The RMS value in AC signals also has the advantage that we can work with periodic AC signals as they are DC signals to obtain some measurements, for example, to obtain the dissipated power in a resistor that we apply an AC signal, we can apply the ohm’s law using the RMS of the voltage. For inductors and capacitors it is a bit different since we have to work with complex numbers.

$$I_{RMS}=\frac{V_{RMS}}{R}$$

The RMS is widely used in audio and also in grid connected devices, since the grid voltage of our houses is AC, so the values of voltage and current are given in RMS, that is used to obtain a power of a certain devices.

The calculation of the RMS is not as simple as the mean calculation, of even the filering, since it involves an addition of squares, a division and also an square root. In addition, if we talk about implement a RMS calculation in an FPGA the thing seems that it turns dark. First of all, the additions of the squares is not a big deal, we have mutiplicators in FPGA so we only have to square the signal and accumulate the result. Then, the division, that is an operation that we already see in this blog, the key in this case is that the numerator is an accumulator which width will depend of the number of samples we take, but it is only a time issue, and finally, the square root. IN the blog we have seen how, using CORDIC, and the hyperbolic kernel, we can calculate the square root, but this method has a limitation in the operation range. Using CORDIC to perform a square root only allow a precise result when the radicand is in the range from 0.5 to 2. This can be solved by normalizing the radicand to this range and then undoing the normalization. In this ocasion I am going to use other algorithm to compute the square root, the non-restoring square root algorithm. We will talk about it later.

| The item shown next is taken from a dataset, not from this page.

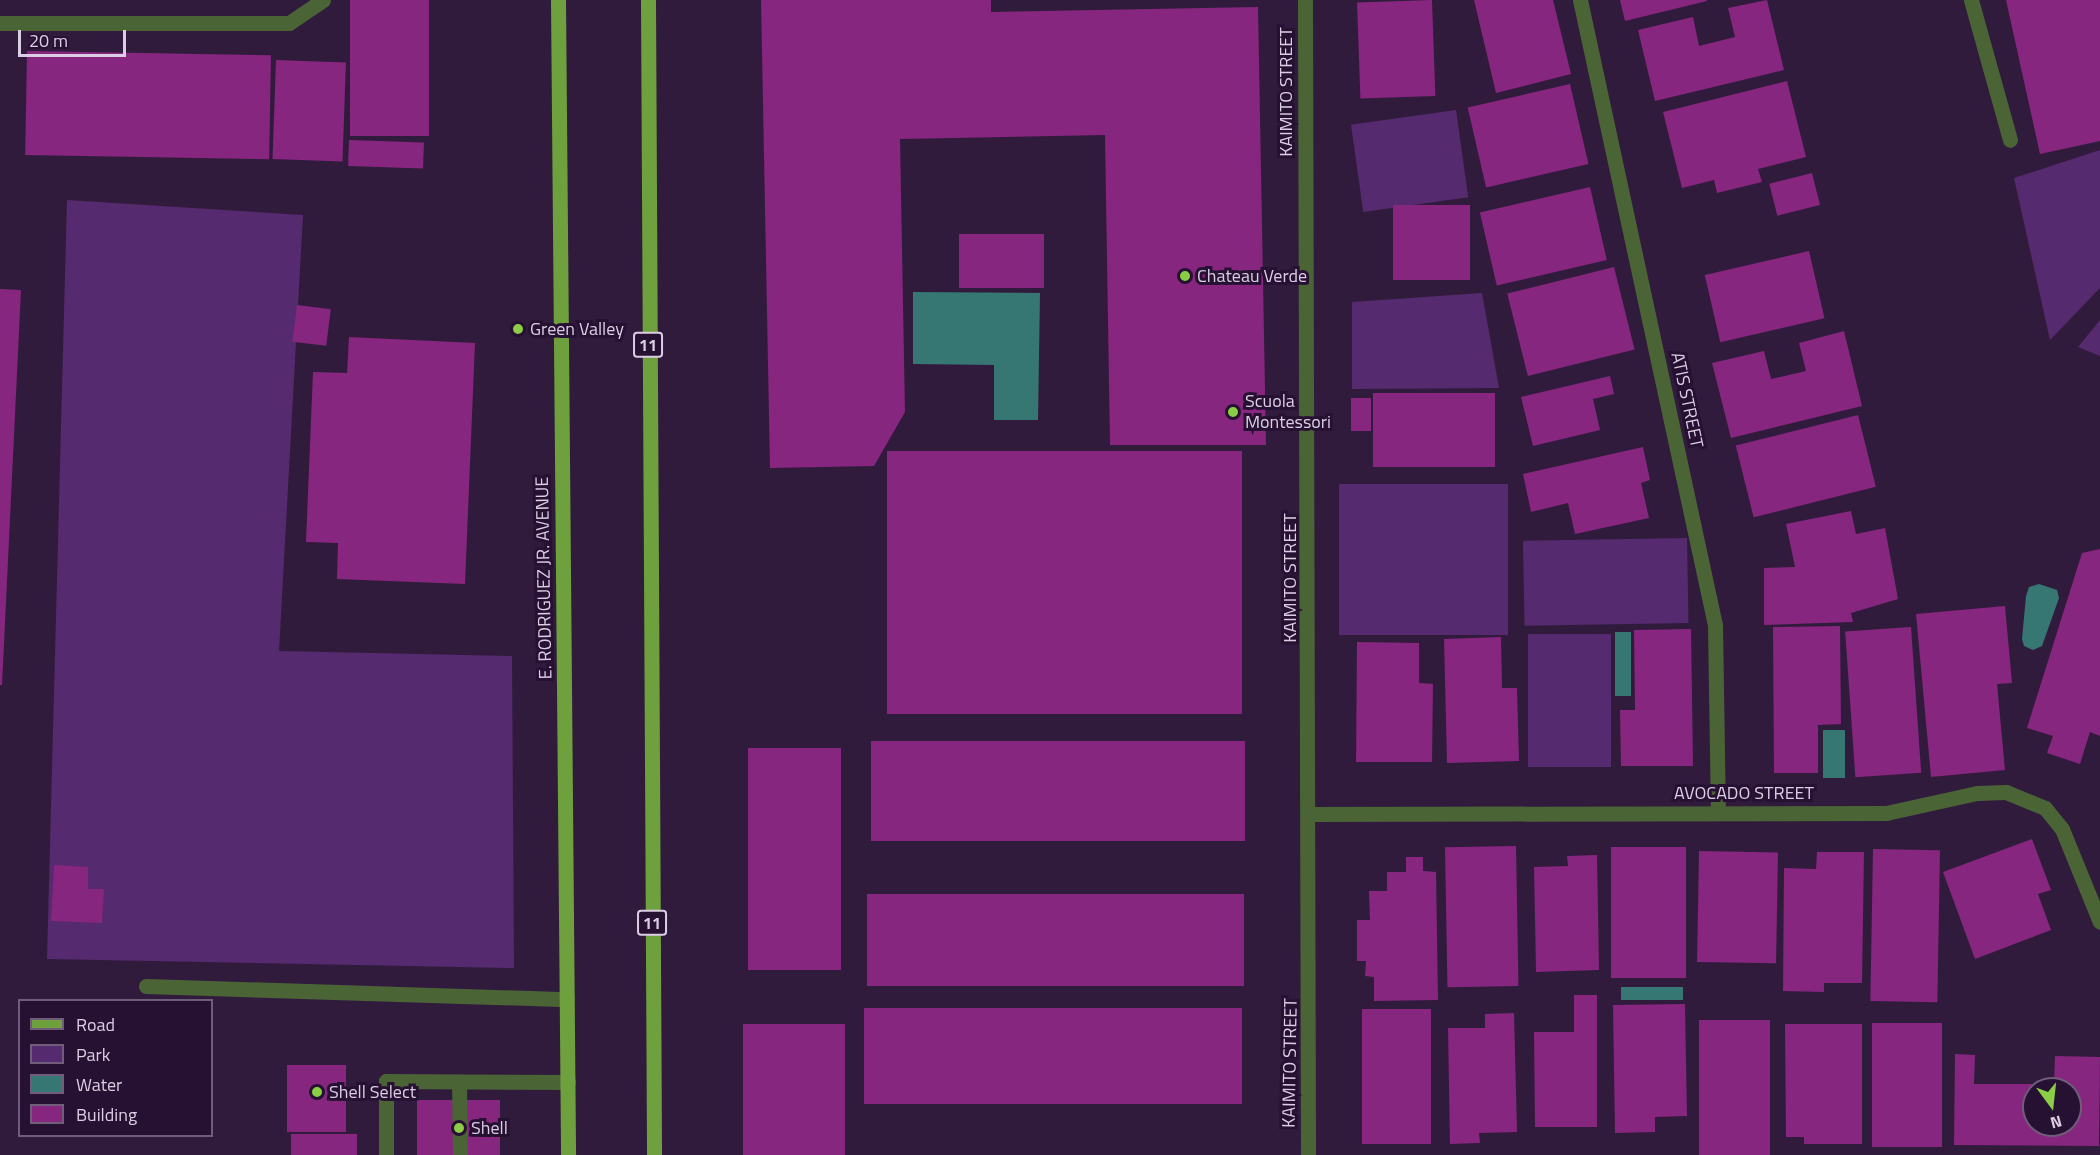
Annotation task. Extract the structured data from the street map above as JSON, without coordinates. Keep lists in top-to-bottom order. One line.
{"streets":{"main road":["11","E. RODRIGUEZ JR. AVENUE"],"street":["KAIMITO STREET","ATIS STREET","AVOCADO STREET"]},"crossings":[["KAIMITO STREET","AVOCADO STREET"],["ATIS STREET","AVOCADO STREET"]],"places":["Chateau Verde","Green Valley","Scuola Montessori","Shell Select","Shell"],"legend":["Road","Park","Water","Building"],"scale_bar":"20 m","north":"bottom"}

First of all, lets talk about the addition of the squares. Before begin to write code, we need to think how we want our RMS computation work. Do we want a continuous calculation? Is enough for the application obtain a result after a number of cycles? The answers for these two questions will determine the way that we will perform the addition of the squares. In the next figure we can see the continuous update in the solid line, and the dotted line shows the calculation after acquiring N samples.

In the case of this post I have developed a continuous update RMS compute, so we will obtain a new RMS value after each sample is acquired. To do that we need to calculate the mean of the squares at sampling time. Because we are efficient engineers, we are not going to perform the addition of all the samples when a new sample arrives, instead of that, we are going to add the new sample to the accumulator, and subtract the older one. Using this we only have to perform a subtraction and an addition at the sampling frequency.

$$acc = \sum_{n=0}^{N-1}{x_n^2} = acc+x²-x²_n$$

In addition, this method allow us to make that in two clock cycles using RAM blocks instead of LUTRAM. I am going to explain that. If we need to perform an addition of 16 samples, we can store the 16 samples in 16 registers (in Xilinx we do that using the instruction (* ram_style = ‘distributed’ *) in the matrix declaration). This way we have the 16 samples accessible in one clock cycle. Although 16 registers is not a big amount, if we increase the number of samples to 512 or 1024, the number of registers could be an issue in a small FPGA, so in this cases the best choice will be store the samples in RAM blocks, but this has a problem. RAM blocks have only two ports, so we only can perform two reads in one cycle, thus in the case that we have to add 16 samples, we have to wait 8 cycles to read the values stored in the RAM block, and then perform the addition. In the case of 512 or 1024 samples, the amount of time spend in the RAM reading could be too much, and here is where the method I mentioned before comes into action. Performing an addition of the last sample, and a subtraction of the oldest one, we only have to perform two operations in the block ram. These two operation will spend two clock cycles since they will be done from the same “thread”. The code of the finite state machine (FSM) for this operation is the next. The use of the auxiliary register sample_to_subtract makes that the memory mem_samples will be implemented in block RAM.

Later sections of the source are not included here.